Conseil municipal du 20 novembre 2018 : vers la quasi-généralisation du stationnement payant


Le conseil municipal du mardi 20 novembre a, encore une fois, été marqué par l’attitude anti démocratique de Monsieur Brillault.
Alors que les principales délibérations traitaient du dossier du stationnement payant, il a, par diverses pirouettes dont il a le secret (modification de l’ordre du jour, transformation de délibérations en «points d’informations»), empêché tout débat, en signifiant qu’il interdisait aux élus toute intervention qui transformerait le conseil municipal en tribune politique !
On se demande vraiment à quoi sert encore le conseil municipal, institution censée être le lieu de démocratie de la ville.

Nous avons eu la stupeur d’apprendre que les zones de stationnement payant avaient été, dans le grand secret du bureau de M.le maire, considérablement élargies, la quasi-totalité de la ville devenant payante. Cette «concertation» qu’il dit mener depuis la rentrée n’est qu’un écran de fumée.
On est revenu au point de départ, à savoir le stationnement payant dans toute la ville ou presque. Ce nouveau plan de stationnement «surprise», c’est la cerise sur le gâteau…

Nous avons une fois de plus demandé à ce que les modifications suivantes soient faites en urgence :

1. La gratuité doit être accordée le samedi en zone verte. De nombreux Chesnaysiens qui travaillent hors du Chesnay seraient contraints de payer une carte de stationnement, ce serait une sanction lourde. Il semble que nous avons été entendus sur ce point (miracle).

2. La gratuité devrait être accordée durant la pause méridienne (12 h à 14 h 30). Cela se fait dans de très nombreuses villes, notamment Versailles.

3. La gratuité doit être accordée sans délai aux professionnels de santé.
A l’approche de la possible mise en place du stationnement payant, on voit par exemple de plus en plus de kinésithérapeutes qui n’acceptent plus de prendre de nouveaux patients chesnaysiens, pour des séances à domicile. Il semble que nous ayons été entendus sur ce point.

4. L’avenue Charles de Gaulle, sur laquelle ne se trouve aucun commerce devrait passer en zone verte. Ce changement ne serait qu’une simple mesure de cohérence, d’autant plus que la copropriété de Parly 2 est déjà très lourdement pénalisée par le projet.

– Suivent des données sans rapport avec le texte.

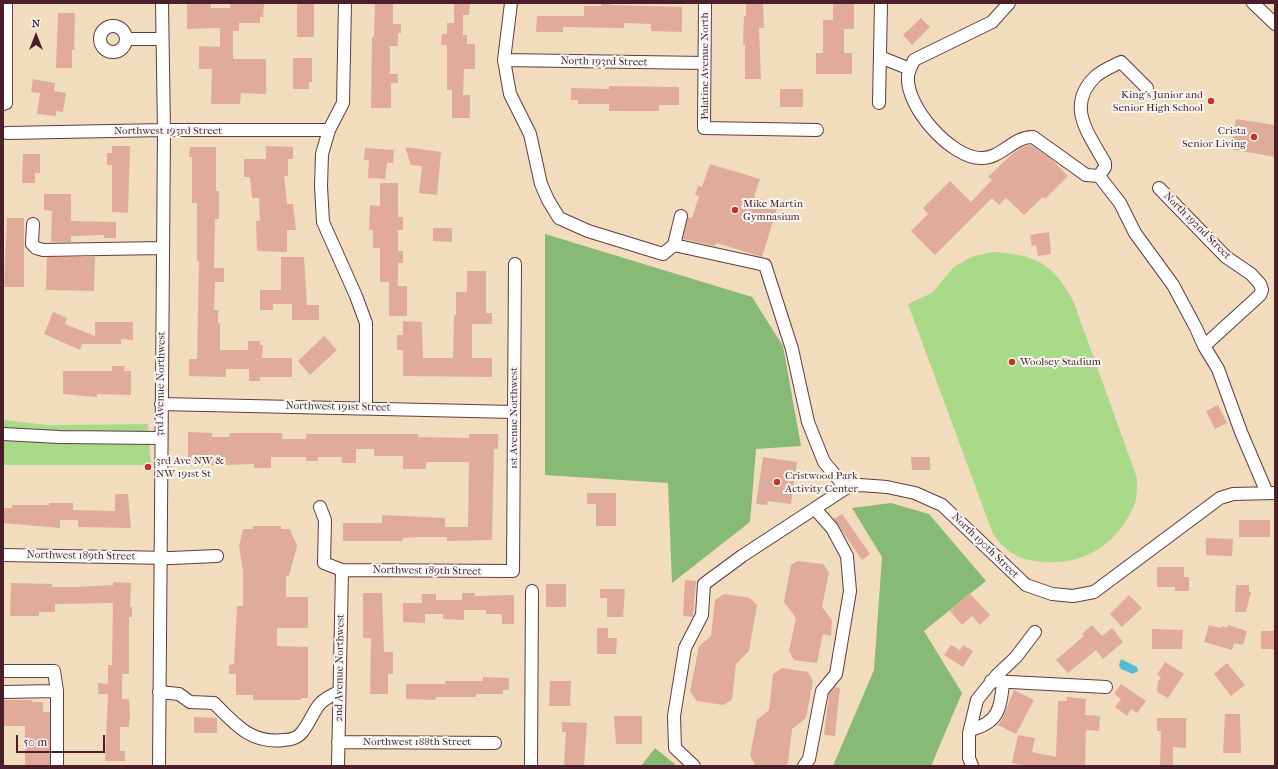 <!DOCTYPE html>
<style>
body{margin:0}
#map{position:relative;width:1278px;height:769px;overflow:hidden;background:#f1dcbd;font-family:"IM FELL French Canon",serif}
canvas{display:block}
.frame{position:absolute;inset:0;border:4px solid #4a1f2b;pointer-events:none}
.north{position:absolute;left:16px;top:16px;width:40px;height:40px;-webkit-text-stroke:3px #f6f6f2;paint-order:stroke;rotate:0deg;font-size:11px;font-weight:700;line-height:16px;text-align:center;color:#4a1f2b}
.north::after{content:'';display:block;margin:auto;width:14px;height:18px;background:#4a1f2b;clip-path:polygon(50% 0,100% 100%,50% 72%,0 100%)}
.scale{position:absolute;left:16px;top:735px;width:89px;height:18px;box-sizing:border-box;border:2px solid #4a1f2b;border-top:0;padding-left:5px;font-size:12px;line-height:14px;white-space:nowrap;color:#4a1f2b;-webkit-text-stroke:3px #f6f6f2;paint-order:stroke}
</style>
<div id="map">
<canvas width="1278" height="769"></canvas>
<div class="frame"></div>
<div class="north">N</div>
<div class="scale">50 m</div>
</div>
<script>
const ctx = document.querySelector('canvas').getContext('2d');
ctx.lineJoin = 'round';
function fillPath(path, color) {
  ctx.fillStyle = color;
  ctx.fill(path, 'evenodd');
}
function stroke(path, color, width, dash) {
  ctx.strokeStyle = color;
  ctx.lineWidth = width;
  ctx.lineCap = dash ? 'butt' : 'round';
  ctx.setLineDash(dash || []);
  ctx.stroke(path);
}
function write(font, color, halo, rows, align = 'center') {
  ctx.font = font + ' "IM FELL French Canon",serif';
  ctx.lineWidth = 4;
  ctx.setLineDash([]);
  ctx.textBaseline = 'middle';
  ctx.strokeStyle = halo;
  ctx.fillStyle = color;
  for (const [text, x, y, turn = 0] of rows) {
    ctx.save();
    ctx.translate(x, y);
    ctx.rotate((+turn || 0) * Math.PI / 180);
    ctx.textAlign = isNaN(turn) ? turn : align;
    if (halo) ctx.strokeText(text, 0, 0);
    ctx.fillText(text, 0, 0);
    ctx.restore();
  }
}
fillPath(new Path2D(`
 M991,252C1035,254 1054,263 1074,303L1137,478C1137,486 1137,495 1135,503C1119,542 1087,565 1044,562C1020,560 1007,554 993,534L908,304L932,293L954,267L971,257Z
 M3,420L48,425L148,424L151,465H3Z`), '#a8da89');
fillPath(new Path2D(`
 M545,234L752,297L783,346L801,446L756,449L750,522L672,583L668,483L545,475Z
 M891,503L929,514L986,581L924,631L962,693L931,766H833L874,670L882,557L852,508Z
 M655,748L677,766H641Z`), '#86ba75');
fillPath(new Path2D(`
 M1121,659L1137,667L1138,671L1133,674L1121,669L1119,665Z`), '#54bbd1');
fillPath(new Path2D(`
 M187,3H211V8H230V4L264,3L263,17H260V23H239V31H233V59H266V94L241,93L240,104H211L212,69H199V46L220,47V28L187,29Z
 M375,3H393V24H401V33H398V46H390V74H398V83H391V108H371L372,37H374Z
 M454,3H470L469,15H463V35H467V44H475V69H464L463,95H470V118H452V90H447V45H441L442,34H447V23H454Z
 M601,3H611V5L682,7V32L651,31V24L624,23V28L563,27V32H536L537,16H584V6H601Z
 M746,3H763L764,28H759L761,79H745V45H743L744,16H746Z
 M833,3H854V29H844V53H852V74H816V53H823V20H833Z
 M297,4H314V37H297Z
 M58,13H75L74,50H72V68H56Z
 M921,18L930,27L912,45L903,35Z
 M293,58H312V82H309V89H293Z
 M33,79L55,83L54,91L66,93L63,112L56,111V116L37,114L40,93L31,92Z
 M609,86L679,87V105H659V111H609V104H578V100H571V88L609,89Z
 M780,89H803V107H780Z
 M1236,119L1275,125V157L1231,149Z
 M1031,145L1051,159L1068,176L1045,199L1043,197L1024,215L1006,198L999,205L992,198L935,255L911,231L928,214L923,208L950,181L971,202L992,180L988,177L1012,154L1023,147Z
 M112,146H130L128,213L112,212V165H107V153H112Z
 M266,146L293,147V159H288V176H284L287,204H293L296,230H287V252L257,251L256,221H260L259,198H252L250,177H244V159H266Z
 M190,147H216V191H219V219H215L214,268H224V282H215L214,310H218V323H220V350H248V341H260V345H263L262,358H292V377H260V381H249V369H226V377L189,376V359H197L199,261H197V203H192V157H189Z
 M405,147L441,152L437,195L419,193L422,166L411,165Z
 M365,148L394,150L393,163H387L385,179L368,178L369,160H364Z
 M23,154H40V173H35V183H22Z
 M710,164L760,179L754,197L778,205L762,257L717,243L715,246L683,239L688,217L692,218L699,196L695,195L698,186L702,187Z
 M380,183H398V217H403V230H398V251H403V263H398V286H407V316H389V282H380V248H373V230H369L370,205L380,206Z
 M44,194H71V221L116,222V238H104V235L71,236V242H51L52,211L44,210Z
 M7,218H24V287H4Z
 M433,228H452V242L433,241Z
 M1049,232L1051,254L1038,256L1036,245L1032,246L1030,235Z
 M47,257H95L94,291L46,290Z
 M281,257H304L307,305H319V320H292V304H273V310H260V290H281Z
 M467,271H486V313H492V324H472V358H492V377L403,376V350H397V335H403V321L422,322L423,358H453L454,315H456V292H467Z
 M53,312L67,318L65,324L95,336V322H133V340L121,339V344H82L80,350L44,334Z
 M324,336L337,350L310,375L298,361Z
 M112,366H125L124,371H131V395L97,394V397L63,394V371H112Z
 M1218,405L1227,423L1215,429L1206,411Z
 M188,432L212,433V437H229L230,433H282V439H306V434H418V437L469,438V434H498V449H494L492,540L447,541V537H419L403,538L402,541H343V523H382V515L445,518V527H468L469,462H426V469H403V456H374V449H356V463H342V457H318V461H306V457H271V468H254V464L188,466Z
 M763,457L797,462L791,504L768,501L767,505L756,504Z
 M911,457H930V470H912Z
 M587,493H616V526H596V504H587Z
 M115,494H128L131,528L78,527V520H60V528L3,523V508H12V505H49V503H73V510L115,511Z
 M842,514L870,554L862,560L834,519Z
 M1239,520H1270V537H1239Z
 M253,526H281V529H290L297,546L289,576H286V597H308V628H277V646L308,647V698H301V700H253V695H236V674H229V665L234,664L237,606H243V572L239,546L243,529H253Z
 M1206,538L1233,539L1232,556L1206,555Z
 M797,561L823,564L829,572L822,607L832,620L831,636L823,634L817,663L794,660L789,651L796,618L784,602L791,565Z
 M1157,567H1184V577H1189V591H1175V587H1157Z
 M685,580L696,581L693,617L683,616Z
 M113,582L131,583L130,607H132V617H129V674H122V699H129L130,715L129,727H120V751H125V761H105L108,694H98V683L108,684V665H112L113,603L55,604V612H39V616H10L11,583L52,584V587H79L113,585Z
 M546,584H566V607H546Z
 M1236,585H1249V592H1251L1246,612H1235Z
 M600,589H625L623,617H607V598H600Z
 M363,593H382L384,652H393V674H388V694H370L371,638H363Z
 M462,593H475V596L514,595V624H502V614H486V610H464V620L443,619V614H425V623L403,622V603H422V594H436V600H462Z
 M969,593L990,615L980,625L972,616L962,625L950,611Z
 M724,594L750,598L757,605L749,651L736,664L732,700L723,705L697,701L690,692L699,646L711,636L715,600Z
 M1129,595L1142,608L1122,627L1110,614Z
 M1092,625L1102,636L1112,628L1123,642L1103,659L1096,650L1068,673L1056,660L1084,636L1082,634Z
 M1209,625L1221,628L1222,626L1227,628L1228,625L1247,631L1243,645L1234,643L1232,650L1204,642Z
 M597,628H608V638H617L616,654H597Z
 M1152,629L1183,630L1182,649H1152Z
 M1261,631H1275V649H1261Z
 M951,645L960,650L963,645L973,651L963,667L944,655Z
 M1165,662L1184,674L1168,698L1157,692L1158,682L1161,677L1157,675Z
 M1227,663L1245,685L1231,696L1214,674Z
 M782,668L808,672L813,681L806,718L792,729L788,763L785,766H756L750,756L757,720L769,710L773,674Z
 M483,677L509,678V690H503V694H476V697H436L435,700L406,699V684H445V681H483Z
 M550,681H571L570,706H549Z
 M1121,684L1146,701L1137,713L1131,709L1127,716L1115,707L1121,699L1114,694Z
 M835,687L840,688L835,736L824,735L829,694Z
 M1014,690L1034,700L1016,734L998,725L1003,717Z
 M1067,697L1086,699L1085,715L1100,716L1099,731L1086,730L1085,766H1025L1012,763L1018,735L1035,738L1032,752L1056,757L1058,701H1067Z
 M3,700H32V702H43V712H50V766H25V726H3Z
 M1225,714H1240L1241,753H1223Z
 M614,716H642V744H616Z
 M194,717L217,718V733H194Z
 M1157,718H1186V748L1173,747V766H1160L1161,731H1157Z
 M562,722L587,723L584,766H564L566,732H562Z`), '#e1ab9c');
const minor = new Path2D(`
 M345,3L343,103L329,130L322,154L321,186L323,222L356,296L366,323V408
 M511,3L504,60L510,94L530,134L541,184L548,200L559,218L588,231L663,254L674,245L765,265L792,349L808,422L824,462L846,488
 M705,3L704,128L817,130
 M1009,3L992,22L914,60C912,65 908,71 908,77C906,107 951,158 981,158C1001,159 1014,136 1033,137L1086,175L1099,176L1120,203L1135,233L1173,285L1196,328L1204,346L1218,369L1241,432L1267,493
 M1253,3L1275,24
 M100 39a13 13 0 1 1 26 0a13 13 0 1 1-26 0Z
 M127,39H162
 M880,57L910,69
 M504,60L704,63
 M879,103L881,3
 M3,104L6,103V3
 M7,133L164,130H329
 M1099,176L1105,167V163C1088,133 1065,105 1096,76C1103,70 1113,66 1121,62L1147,88
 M1159,188L1226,257L1251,274L1260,284L1262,290L1260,295L1204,346
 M33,224L32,244L36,248L43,250L162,248
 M674,245L681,216
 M161,404L514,412
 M3,434L59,437L160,438
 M320,507L325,520L324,563L342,570L513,571L515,264
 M3,555L171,558L217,556
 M3,671H54L57,691V766
 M991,681L1106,687
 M3,692L57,691
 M159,692L179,694L190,702L214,703C236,725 251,744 284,740C291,740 299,737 303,731C318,710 313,703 339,692
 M970,730C998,723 1001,709 1003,682
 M338,742L495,743
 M159,766L164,130L162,3
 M338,766L342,570
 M531,766L532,591
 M694,766L675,748L674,716L685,648L702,615L704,584L742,556L846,488L860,485L887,487L915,493L942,505L1026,585L1052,594L1073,596L1094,592L1220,498L1233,494L1275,493
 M804,766L809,759L822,691L836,674L850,591L847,556L832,528L816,510
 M972,766L969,758V733L977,700L997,675L1016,657L1035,632`);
stroke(minor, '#633b41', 14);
stroke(minor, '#fff', 12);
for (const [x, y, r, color] of [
 [1211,101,4,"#c8321e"],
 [1254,137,4,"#c8321e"],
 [735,210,4,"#c8321e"],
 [1012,362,4,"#c8321e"],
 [148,467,4,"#c8321e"],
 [777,482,4,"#c8321e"]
]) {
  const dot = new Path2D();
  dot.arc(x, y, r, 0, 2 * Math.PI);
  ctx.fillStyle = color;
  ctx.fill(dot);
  stroke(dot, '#f6f6f2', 1.5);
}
write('11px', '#4a1f2b', '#f6f6f2', [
 ["North 193rd Street",604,62,1],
 ["Palatine Avenue North",705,66,-90],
 ["Northwest 193rd Street",168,131],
 ["North 192nd Street",1197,226,45],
 ["3rd Avenue Northwest",161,384,-89],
 ["Northwest 191st Street",338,407,1],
 ["1st Avenue Northwest",514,418,-90],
 ["North 190th Street",985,546,44],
 ["Northwest 189th Street",81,556,1],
 ["Northwest 189th Street",427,571,1],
 ["2nd Avenue Northwest",340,668,-89],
 ["Northwest 188th Street",417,742]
]);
write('11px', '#4a1f2b', '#f6f6f2', [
 ["King's Junior and",1203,95,"right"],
 ["Senior High School",1203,108,"right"],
 ["Crista",1246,131,"right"],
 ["Senior Living",1246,144,"right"],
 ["Mike Martin",743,204],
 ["Gymnasium",743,217],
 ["Woolsey Stadium",1020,362],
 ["3rd Ave NW &",156,461],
 ["NW 191st St",156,474],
 ["Cristwood Park",785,476],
 ["Activity Center",785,489]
], 'left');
</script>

5. Un arrêté municipal autorise le stationnement dangereux sur le terre-plein central de l’avenue du Dr Schweitzer, lors des cérémonies religieuses, dont un certain nombre ont lieu en semaine.
Le marquage au sol indique Payant côté trottoir, mais ne mentionne rien côté central. Cela veut-il dire que ce sera payant à droite, et gratuit à gauche ?

6. Quel est le statut des places minute ? Il est indiqué Payant au sol, pour celles situées devant les arcades de la rue de Versailles, or ce stationnement de très courte durée est par nature gratuit.

7. Combien de véhicules pourront être utilisés avec une carte de stationnement résident?
Même s’il a prétendu que ce seraient trois voitures, les délibérations votées et la communication officielle de la ville (article page 30 de l’Evénements de septembre 2018, ne prévoient que l’inscription d’un seul.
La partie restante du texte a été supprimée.